Mosul is the extremist group's last major stronghold in Iraq. Iraqi Prime Minister Haider al-Abadi has said only government forces will enter Mosul, a Sunni-majority city that IS seized with relative ease partly amid local resentment towards the Shiite-dominated security forces.
"Depending on the intensity and scope of the fighting, as many as one million people may be forced to flee their homes in a worst-case scenario," O'Brien said in a UN statement yesterday. Indeed, children and elderly are among those at greatest risk, he said. "Tens of thousands of Iraqi girls, boys, women and men may be under siege or held as human shields.

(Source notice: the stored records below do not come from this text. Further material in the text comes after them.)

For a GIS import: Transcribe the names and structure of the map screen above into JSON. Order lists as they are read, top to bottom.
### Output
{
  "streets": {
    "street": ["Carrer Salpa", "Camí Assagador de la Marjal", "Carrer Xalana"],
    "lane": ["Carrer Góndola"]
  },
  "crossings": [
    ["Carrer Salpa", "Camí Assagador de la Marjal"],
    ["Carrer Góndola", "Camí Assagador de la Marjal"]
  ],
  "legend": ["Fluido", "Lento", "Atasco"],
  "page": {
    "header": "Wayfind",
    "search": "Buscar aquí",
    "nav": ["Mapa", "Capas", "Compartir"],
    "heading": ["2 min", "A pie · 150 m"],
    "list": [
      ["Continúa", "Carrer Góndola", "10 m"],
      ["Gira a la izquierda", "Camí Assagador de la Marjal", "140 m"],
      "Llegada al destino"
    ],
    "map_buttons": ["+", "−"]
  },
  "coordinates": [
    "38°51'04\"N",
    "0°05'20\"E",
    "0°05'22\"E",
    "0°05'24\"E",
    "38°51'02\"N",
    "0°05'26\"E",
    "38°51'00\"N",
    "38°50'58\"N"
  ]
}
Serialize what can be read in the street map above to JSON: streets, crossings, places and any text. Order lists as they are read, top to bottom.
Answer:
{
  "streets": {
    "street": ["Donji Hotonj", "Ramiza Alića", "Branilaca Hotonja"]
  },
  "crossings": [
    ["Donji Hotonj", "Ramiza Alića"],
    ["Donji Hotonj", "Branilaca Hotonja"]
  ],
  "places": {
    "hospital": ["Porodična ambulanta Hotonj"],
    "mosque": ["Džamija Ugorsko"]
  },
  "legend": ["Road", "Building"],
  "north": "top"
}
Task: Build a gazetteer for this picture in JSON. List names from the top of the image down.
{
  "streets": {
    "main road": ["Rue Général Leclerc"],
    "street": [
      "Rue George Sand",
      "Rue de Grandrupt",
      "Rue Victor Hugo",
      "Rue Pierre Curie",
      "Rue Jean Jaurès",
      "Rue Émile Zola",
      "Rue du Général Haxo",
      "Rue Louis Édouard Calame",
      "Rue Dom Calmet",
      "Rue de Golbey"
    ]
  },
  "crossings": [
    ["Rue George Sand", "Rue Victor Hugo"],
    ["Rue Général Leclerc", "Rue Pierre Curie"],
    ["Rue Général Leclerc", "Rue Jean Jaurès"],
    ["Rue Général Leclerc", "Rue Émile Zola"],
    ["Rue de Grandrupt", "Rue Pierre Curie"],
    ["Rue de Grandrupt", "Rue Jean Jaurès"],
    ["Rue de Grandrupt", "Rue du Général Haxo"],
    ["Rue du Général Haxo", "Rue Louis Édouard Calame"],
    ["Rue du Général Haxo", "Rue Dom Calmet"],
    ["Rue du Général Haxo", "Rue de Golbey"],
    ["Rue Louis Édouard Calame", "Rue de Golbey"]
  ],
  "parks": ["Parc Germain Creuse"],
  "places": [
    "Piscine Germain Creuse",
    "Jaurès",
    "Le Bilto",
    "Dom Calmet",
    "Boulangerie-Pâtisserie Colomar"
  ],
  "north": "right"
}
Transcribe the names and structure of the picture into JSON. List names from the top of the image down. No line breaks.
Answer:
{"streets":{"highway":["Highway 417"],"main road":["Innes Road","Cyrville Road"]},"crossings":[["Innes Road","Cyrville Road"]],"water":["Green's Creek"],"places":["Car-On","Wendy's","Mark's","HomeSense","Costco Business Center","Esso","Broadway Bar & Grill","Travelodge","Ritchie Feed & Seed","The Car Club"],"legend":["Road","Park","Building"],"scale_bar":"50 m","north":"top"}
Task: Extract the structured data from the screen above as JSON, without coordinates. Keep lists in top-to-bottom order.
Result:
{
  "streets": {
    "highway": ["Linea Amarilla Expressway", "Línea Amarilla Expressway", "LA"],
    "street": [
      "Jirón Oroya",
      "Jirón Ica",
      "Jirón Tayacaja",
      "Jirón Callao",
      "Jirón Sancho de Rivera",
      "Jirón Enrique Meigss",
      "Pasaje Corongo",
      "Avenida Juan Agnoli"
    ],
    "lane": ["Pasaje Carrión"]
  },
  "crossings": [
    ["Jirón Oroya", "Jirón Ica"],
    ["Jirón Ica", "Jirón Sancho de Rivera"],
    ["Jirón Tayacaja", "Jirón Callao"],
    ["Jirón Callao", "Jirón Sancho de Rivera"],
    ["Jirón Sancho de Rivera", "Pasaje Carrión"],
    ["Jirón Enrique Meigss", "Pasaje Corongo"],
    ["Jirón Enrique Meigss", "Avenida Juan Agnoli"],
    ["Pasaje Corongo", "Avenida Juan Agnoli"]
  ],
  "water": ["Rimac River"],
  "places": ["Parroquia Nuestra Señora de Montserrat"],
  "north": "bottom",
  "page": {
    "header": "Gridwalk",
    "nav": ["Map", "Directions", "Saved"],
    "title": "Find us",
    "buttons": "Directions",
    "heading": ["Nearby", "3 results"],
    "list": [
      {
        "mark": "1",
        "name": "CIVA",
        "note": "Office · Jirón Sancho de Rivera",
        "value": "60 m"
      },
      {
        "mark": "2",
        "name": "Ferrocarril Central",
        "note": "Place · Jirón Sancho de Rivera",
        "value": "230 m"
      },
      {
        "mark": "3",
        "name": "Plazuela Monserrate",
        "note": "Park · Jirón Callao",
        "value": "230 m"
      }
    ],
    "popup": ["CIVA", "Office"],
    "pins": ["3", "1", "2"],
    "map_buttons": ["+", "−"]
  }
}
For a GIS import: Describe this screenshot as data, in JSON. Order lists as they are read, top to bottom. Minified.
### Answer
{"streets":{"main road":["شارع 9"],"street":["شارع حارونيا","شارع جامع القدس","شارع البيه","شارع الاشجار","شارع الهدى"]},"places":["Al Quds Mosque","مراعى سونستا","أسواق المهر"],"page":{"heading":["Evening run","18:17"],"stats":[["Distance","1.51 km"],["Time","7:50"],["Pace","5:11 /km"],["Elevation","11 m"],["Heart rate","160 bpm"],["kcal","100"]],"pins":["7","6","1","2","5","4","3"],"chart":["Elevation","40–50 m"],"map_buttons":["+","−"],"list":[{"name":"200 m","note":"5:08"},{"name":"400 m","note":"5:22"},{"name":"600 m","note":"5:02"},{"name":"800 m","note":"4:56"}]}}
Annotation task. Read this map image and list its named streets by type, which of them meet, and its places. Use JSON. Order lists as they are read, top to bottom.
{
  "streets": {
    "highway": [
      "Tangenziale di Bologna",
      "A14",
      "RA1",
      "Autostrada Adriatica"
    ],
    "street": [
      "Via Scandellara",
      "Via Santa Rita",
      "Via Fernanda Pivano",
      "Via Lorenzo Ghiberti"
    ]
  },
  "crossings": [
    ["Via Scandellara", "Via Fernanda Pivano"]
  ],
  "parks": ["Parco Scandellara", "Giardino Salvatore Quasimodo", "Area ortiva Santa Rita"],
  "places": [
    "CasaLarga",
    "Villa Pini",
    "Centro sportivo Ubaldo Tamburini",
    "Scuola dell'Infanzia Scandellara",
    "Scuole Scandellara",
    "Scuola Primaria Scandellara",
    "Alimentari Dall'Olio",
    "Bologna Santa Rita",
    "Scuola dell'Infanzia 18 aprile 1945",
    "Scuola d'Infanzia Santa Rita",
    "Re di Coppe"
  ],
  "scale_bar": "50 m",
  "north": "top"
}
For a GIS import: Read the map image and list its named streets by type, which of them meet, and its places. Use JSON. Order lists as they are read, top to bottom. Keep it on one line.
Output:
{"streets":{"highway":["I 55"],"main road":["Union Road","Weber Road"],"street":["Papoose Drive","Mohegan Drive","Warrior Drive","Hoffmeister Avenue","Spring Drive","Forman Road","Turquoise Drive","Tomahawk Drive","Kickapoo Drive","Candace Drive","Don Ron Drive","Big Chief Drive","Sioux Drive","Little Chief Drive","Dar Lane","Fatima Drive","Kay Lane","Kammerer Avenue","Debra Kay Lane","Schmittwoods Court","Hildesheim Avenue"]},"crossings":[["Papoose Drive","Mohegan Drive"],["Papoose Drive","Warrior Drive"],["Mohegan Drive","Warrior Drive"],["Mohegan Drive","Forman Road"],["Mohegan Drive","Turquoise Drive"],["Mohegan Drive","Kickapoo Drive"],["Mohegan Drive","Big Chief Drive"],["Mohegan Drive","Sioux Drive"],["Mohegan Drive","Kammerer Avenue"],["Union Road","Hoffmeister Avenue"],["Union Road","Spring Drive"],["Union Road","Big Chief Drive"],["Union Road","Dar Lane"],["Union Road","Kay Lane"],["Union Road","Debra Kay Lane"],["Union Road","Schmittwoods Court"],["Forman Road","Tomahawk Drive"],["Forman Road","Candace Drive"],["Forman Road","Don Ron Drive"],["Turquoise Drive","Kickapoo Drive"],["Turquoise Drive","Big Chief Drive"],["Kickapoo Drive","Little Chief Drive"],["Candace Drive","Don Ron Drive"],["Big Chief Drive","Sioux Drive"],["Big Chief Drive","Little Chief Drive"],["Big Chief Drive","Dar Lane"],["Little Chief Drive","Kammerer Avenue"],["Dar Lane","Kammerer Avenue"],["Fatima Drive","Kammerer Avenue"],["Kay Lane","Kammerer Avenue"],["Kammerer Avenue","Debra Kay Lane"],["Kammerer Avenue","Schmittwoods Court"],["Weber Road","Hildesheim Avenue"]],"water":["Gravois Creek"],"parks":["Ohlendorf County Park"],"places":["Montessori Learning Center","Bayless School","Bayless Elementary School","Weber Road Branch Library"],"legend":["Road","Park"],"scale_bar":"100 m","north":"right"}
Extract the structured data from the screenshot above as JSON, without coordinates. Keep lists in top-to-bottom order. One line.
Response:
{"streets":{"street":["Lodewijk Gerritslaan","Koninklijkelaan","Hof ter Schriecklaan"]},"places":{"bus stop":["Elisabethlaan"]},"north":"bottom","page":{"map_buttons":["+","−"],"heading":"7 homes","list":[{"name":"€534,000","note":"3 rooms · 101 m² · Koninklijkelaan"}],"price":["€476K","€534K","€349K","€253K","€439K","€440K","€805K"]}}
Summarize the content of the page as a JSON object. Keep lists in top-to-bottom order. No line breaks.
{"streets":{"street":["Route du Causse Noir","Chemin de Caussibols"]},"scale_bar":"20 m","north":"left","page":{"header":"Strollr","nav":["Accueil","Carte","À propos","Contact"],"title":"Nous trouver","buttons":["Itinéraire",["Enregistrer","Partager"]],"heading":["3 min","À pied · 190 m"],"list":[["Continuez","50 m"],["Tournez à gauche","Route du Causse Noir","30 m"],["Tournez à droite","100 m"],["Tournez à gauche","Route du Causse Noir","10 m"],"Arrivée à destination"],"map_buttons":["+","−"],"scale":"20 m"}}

Thousands may be forcibly expelled or trapped between the fighting lines," O'Brien added. US Secretary of Defense Ash Carter said the operation was key to defeating the jihadist group. "This is a decisive moment in the campaign to deliver ISIL a lasting defeat," Carter said in a statement. "We are confident our Iraqi partners will prevail against our common enemy and free Mosul and the rest of Iraq from ISIL's hatred and brutality."